(Collected data entries)

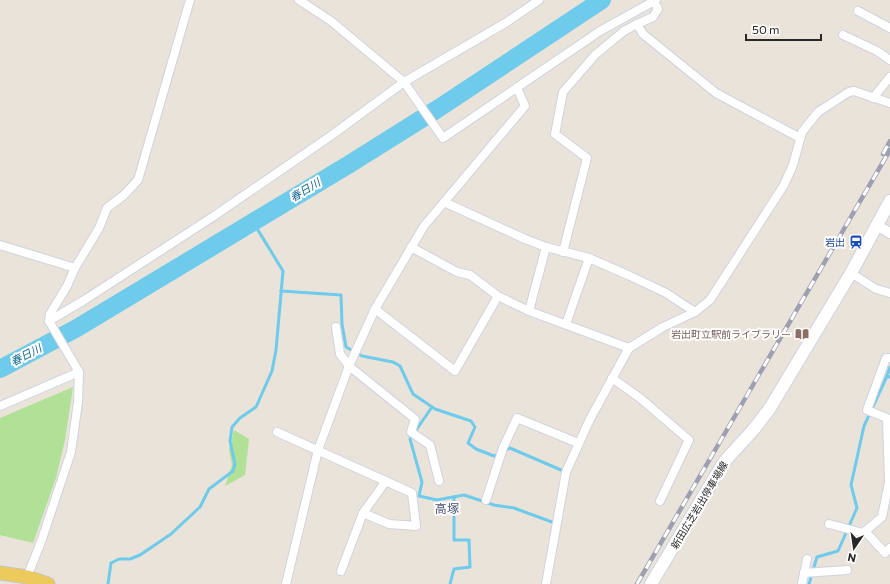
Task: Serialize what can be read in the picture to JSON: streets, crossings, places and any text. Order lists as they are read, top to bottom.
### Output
{
  "streets": {
    "main road": ["新田広芝岩出停車場線"]
  },
  "districts": ["高塚"],
  "water": ["春日川"],
  "places": {
    "station": ["岩出"],
    "library": ["岩出町立駅前ライブラリー"]
  },
  "scale_bar": "50 m",
  "north": "bottom"
}
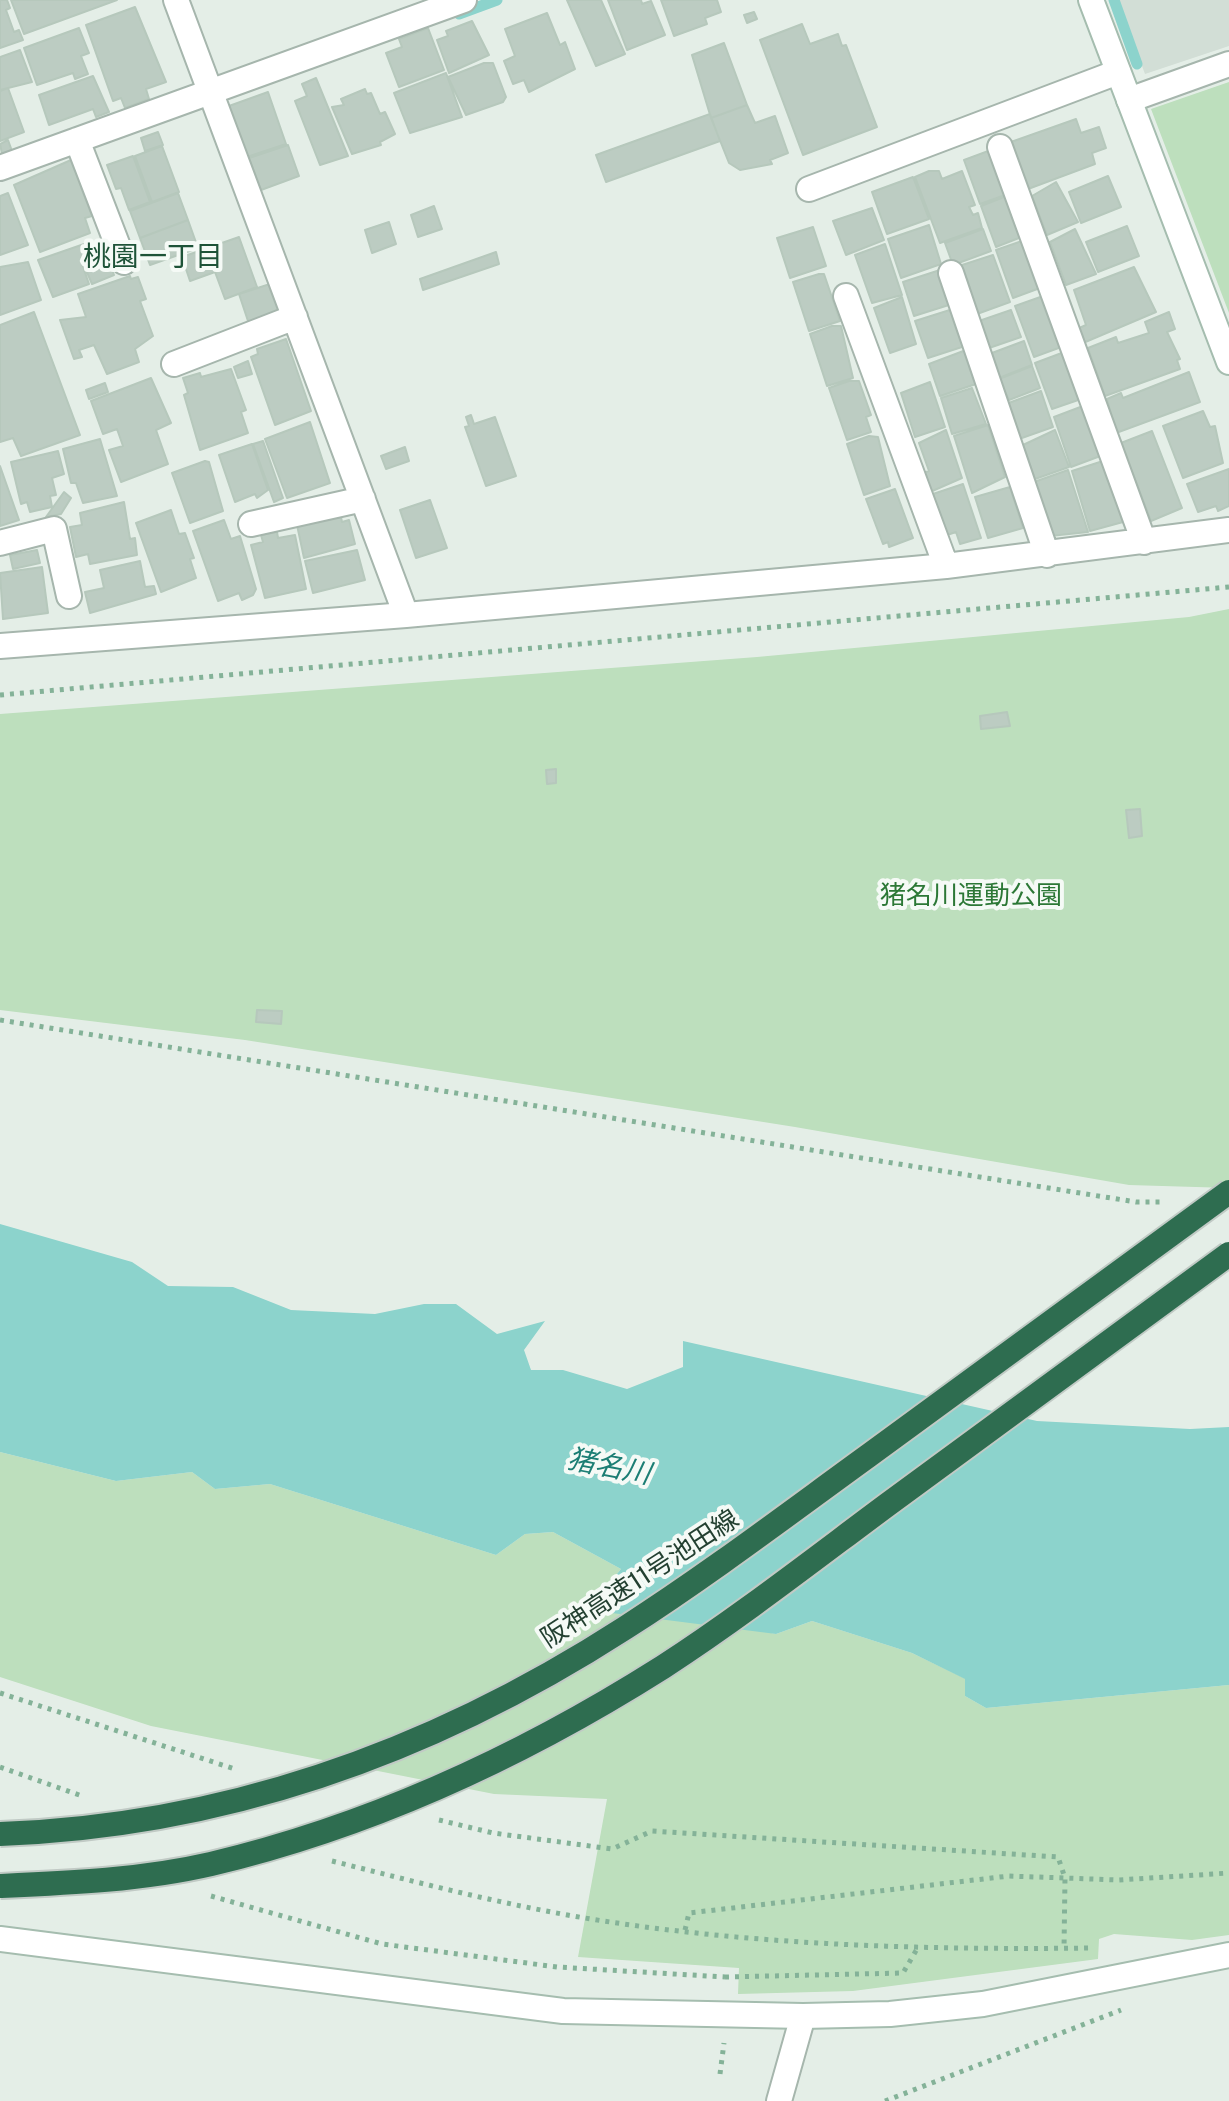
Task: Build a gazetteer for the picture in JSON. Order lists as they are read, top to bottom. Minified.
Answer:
{"streets":{"highway":["阪神高速11号池田線"]},"districts":["桃園一丁目"],"water":["猪名川"],"parks":["猪名川運動公園"]}
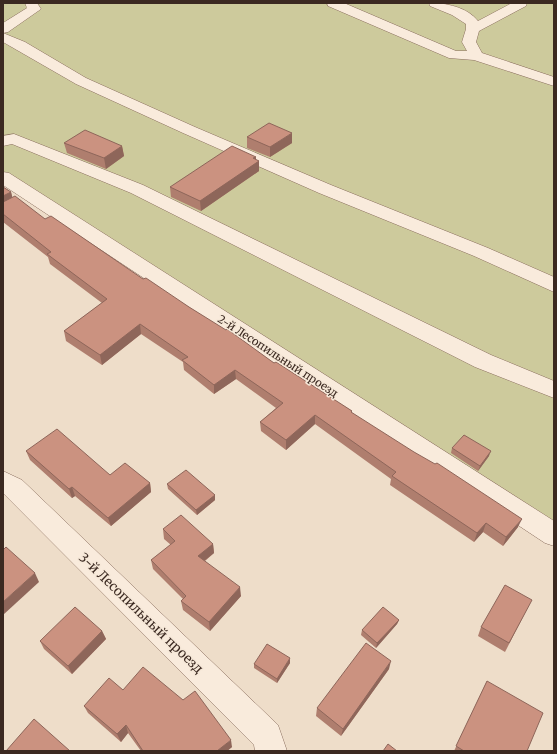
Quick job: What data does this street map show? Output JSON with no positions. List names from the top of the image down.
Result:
{
  "streets": {
    "street": ["2-й Лесопильный проезд", "3-й Лесопильный проезд"]
  }
}
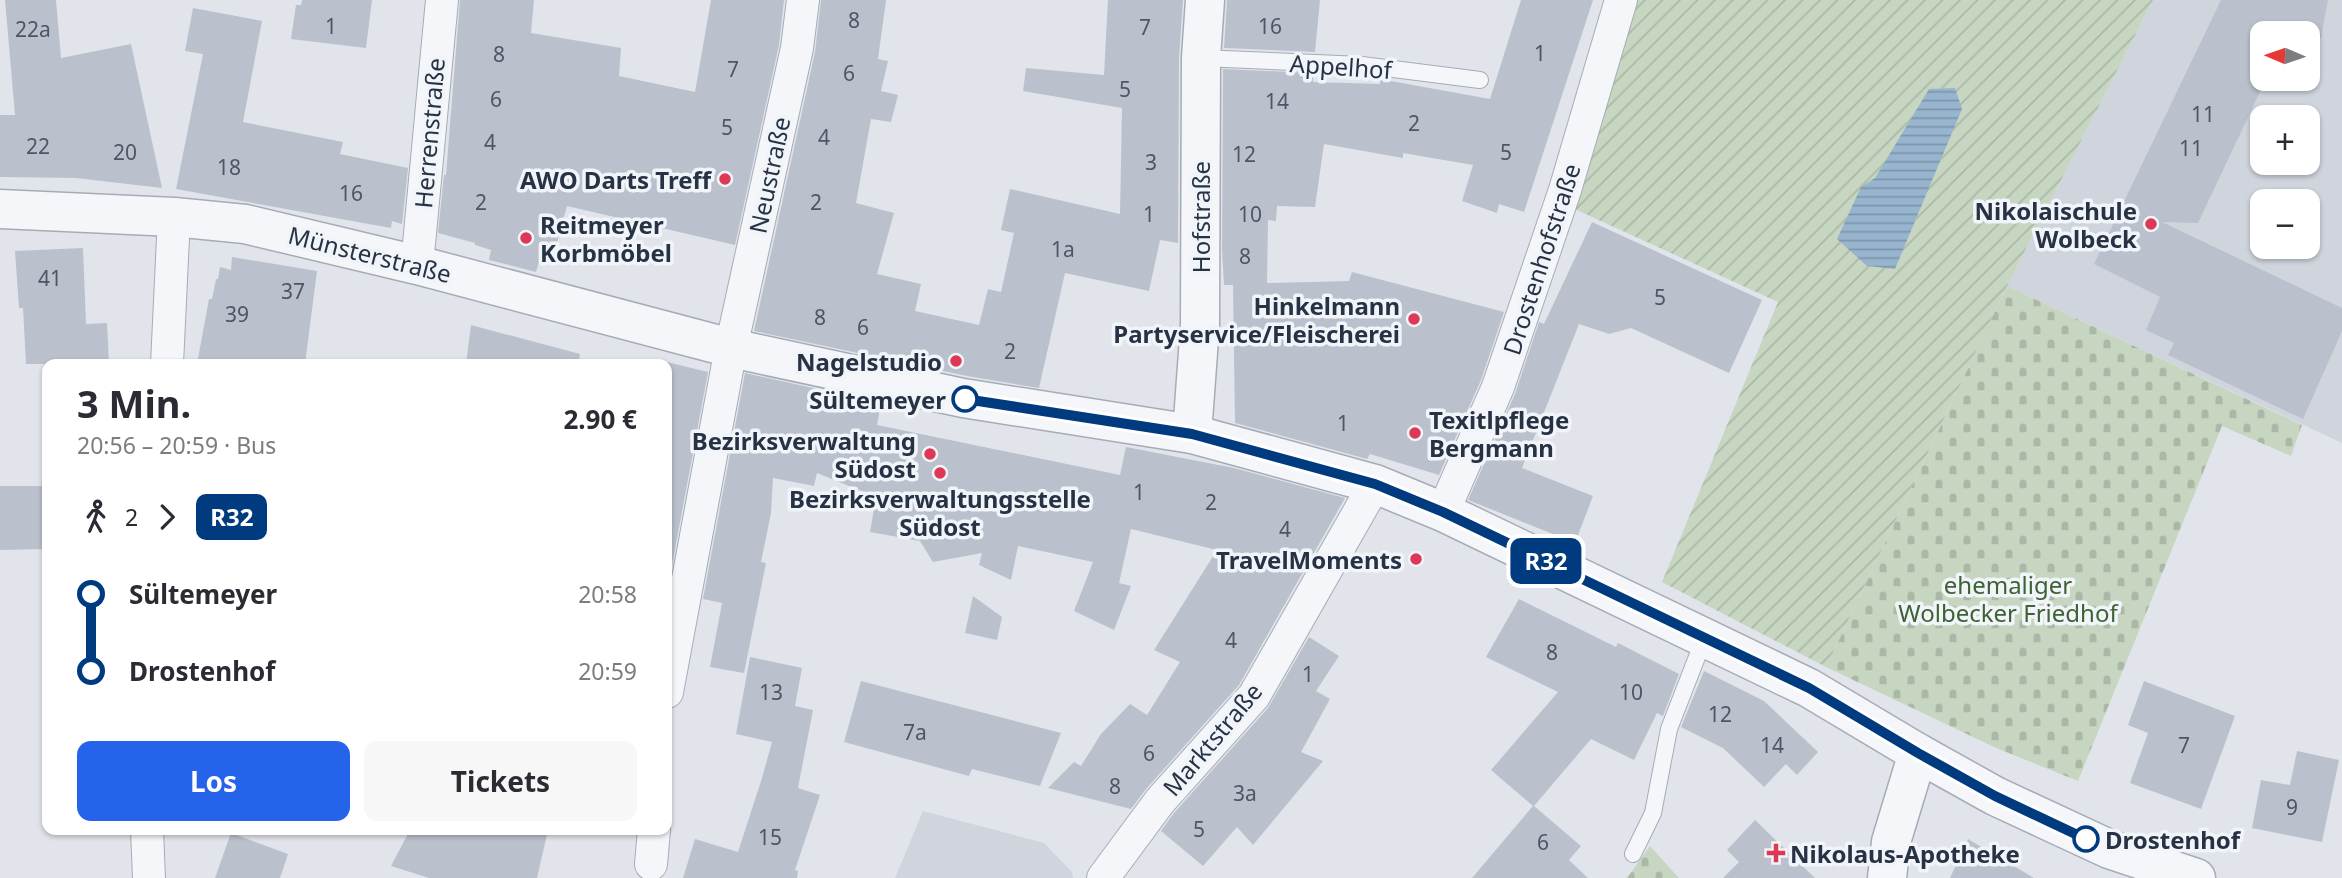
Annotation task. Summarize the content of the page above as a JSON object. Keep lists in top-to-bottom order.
{
  "streets": {
    "street": [
      "Herrenstraße",
      "Neustraße",
      "Hofstraße",
      "Münsterstraße",
      "Drostenhofstraße",
      "Marktstraße"
    ],
    "lane": ["Appelhof"]
  },
  "crossings": [
    ["Appelhof", "Hofstraße"],
    ["Herrenstraße", "Münsterstraße"],
    ["Neustraße", "Münsterstraße"],
    ["Hofstraße", "Münsterstraße"],
    ["Münsterstraße", "Drostenhofstraße"],
    ["Münsterstraße", "Marktstraße"]
  ],
  "parks": ["ehemaliger Wolbecker Friedhof"],
  "places": {
    "other": [
      "AWO Darts Treff",
      "Nikolaischule Wolbeck",
      "Reitmeyer Korbmöbel",
      "Hinkelmann Partyservice/Fleischerei",
      "Nagelstudio",
      "Sültemeyer",
      "Texitlpflege Bergmann",
      "Bezirksverwaltung Südost",
      "Bezirksverwaltungsstelle Südost",
      "TravelMoments",
      "Drostenhof"
    ],
    "health": ["Nikolaus-Apotheke"]
  },
  "lines": ["bus line R32"],
  "house_numbers": [
    "8",
    "1",
    "16",
    "7",
    "22a",
    "1",
    "8",
    "7",
    "6",
    "5",
    "6",
    "14",
    "11",
    "2",
    "5",
    "4",
    "4",
    "22",
    "11",
    "20",
    "5",
    "12",
    "3",
    "18",
    "16",
    "2",
    "2",
    "1",
    "10",
    "1a",
    "8",
    "41",
    "37",
    "5",
    "39",
    "8",
    "6",
    "2",
    "1",
    "1",
    "2",
    "4",
    "4",
    "8",
    "1",
    "13",
    "10",
    "12",
    "7a",
    "14",
    "7",
    "6",
    "8",
    "3a",
    "9",
    "5",
    "15",
    "6"
  ],
  "north": "left",
  "page": {
    "on_map": "R32",
    "map_buttons": ["+", "−"],
    "heading": ["3 Min.", "20:56 – 20:59 · Bus", "2.90 €"],
    "legs": ["2", "R32"],
    "list": [
      {
        "name": "Sültemeyer",
        "value": "20:58"
      },
      {
        "name": "Drostenhof",
        "value": "20:59"
      }
    ],
    "buttons": ["Los", "Tickets"]
  }
}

**WORK INSTRUCTIONS**: When copying the entries above, keep each word as it is and exclude any image.

**RESPONSE AREA**:
Task: Serialize what can be read in the picture to JSON: streets, crossings, places and any text. Order lists as they are read, top to bottom.
### Output
{
  "streets": {
    "main road": ["新田広芝岩出停車場線"]
  },
  "districts": ["高塚"],
  "water": ["春日川"],
  "places": {
    "station": ["岩出"],
    "library": ["岩出町立駅前ライブラリー"]
  },
  "scale_bar": "50 m",
  "north": "bottom"
}
Task: Build a gazetteer for the picture in JSON. Order lists as they are read, top to bottom. Minified.
Answer:
{"streets":{"highway":["阪神高速11号池田線"]},"districts":["桃園一丁目"],"water":["猪名川"],"parks":["猪名川運動公園"]}
Quick job: What data does this street map show? Output JSON with no positions. List names from the top of the image down.
Result:
{
  "streets": {
    "street": ["2-й Лесопильный проезд", "3-й Лесопильный проезд"]
  }
}
Annotation task. Summarize the content of the page above as a JSON object. Keep lists in top-to-bottom order.
{
  "streets": {
    "street": [
      "Herrenstraße",
      "Neustraße",
      "Hofstraße",
      "Münsterstraße",
      "Drostenhofstraße",
      "Marktstraße"
    ],
    "lane": ["Appelhof"]
  },
  "crossings": [
    ["Appelhof", "Hofstraße"],
    ["Herrenstraße", "Münsterstraße"],
    ["Neustraße", "Münsterstraße"],
    ["Hofstraße", "Münsterstraße"],
    ["Münsterstraße", "Drostenhofstraße"],
    ["Münsterstraße", "Marktstraße"]
  ],
  "parks": ["ehemaliger Wolbecker Friedhof"],
  "places": {
    "other": [
      "AWO Darts Treff",
      "Nikolaischule Wolbeck",
      "Reitmeyer Korbmöbel",
      "Hinkelmann Partyservice/Fleischerei",
      "Nagelstudio",
      "Sültemeyer",
      "Texitlpflege Bergmann",
      "Bezirksverwaltung Südost",
      "Bezirksverwaltungsstelle Südost",
      "TravelMoments",
      "Drostenhof"
    ],
    "health": ["Nikolaus-Apotheke"]
  },
  "lines": ["bus line R32"],
  "house_numbers": [
    "8",
    "1",
    "16",
    "7",
    "22a",
    "1",
    "8",
    "7",
    "6",
    "5",
    "6",
    "14",
    "11",
    "2",
    "5",
    "4",
    "4",
    "22",
    "11",
    "20",
    "5",
    "12",
    "3",
    "18",
    "16",
    "2",
    "2",
    "1",
    "10",
    "1a",
    "8",
    "41",
    "37",
    "5",
    "39",
    "8",
    "6",
    "2",
    "1",
    "1",
    "2",
    "4",
    "4",
    "8",
    "1",
    "13",
    "10",
    "12",
    "7a",
    "14",
    "7",
    "6",
    "8",
    "3a",
    "9",
    "5",
    "15",
    "6"
  ],
  "north": "left",
  "page": {
    "on_map": "R32",
    "map_buttons": ["+", "−"],
    "heading": ["3 Min.", "20:56 – 20:59 · Bus", "2.90 €"],
    "legs": ["2", "R32"],
    "list": [
      {
        "name": "Sültemeyer",
        "value": "20:58"
      },
      {
        "name": "Drostenhof",
        "value": "20:59"
      }
    ],
    "buttons": ["Los", "Tickets"]
  }
}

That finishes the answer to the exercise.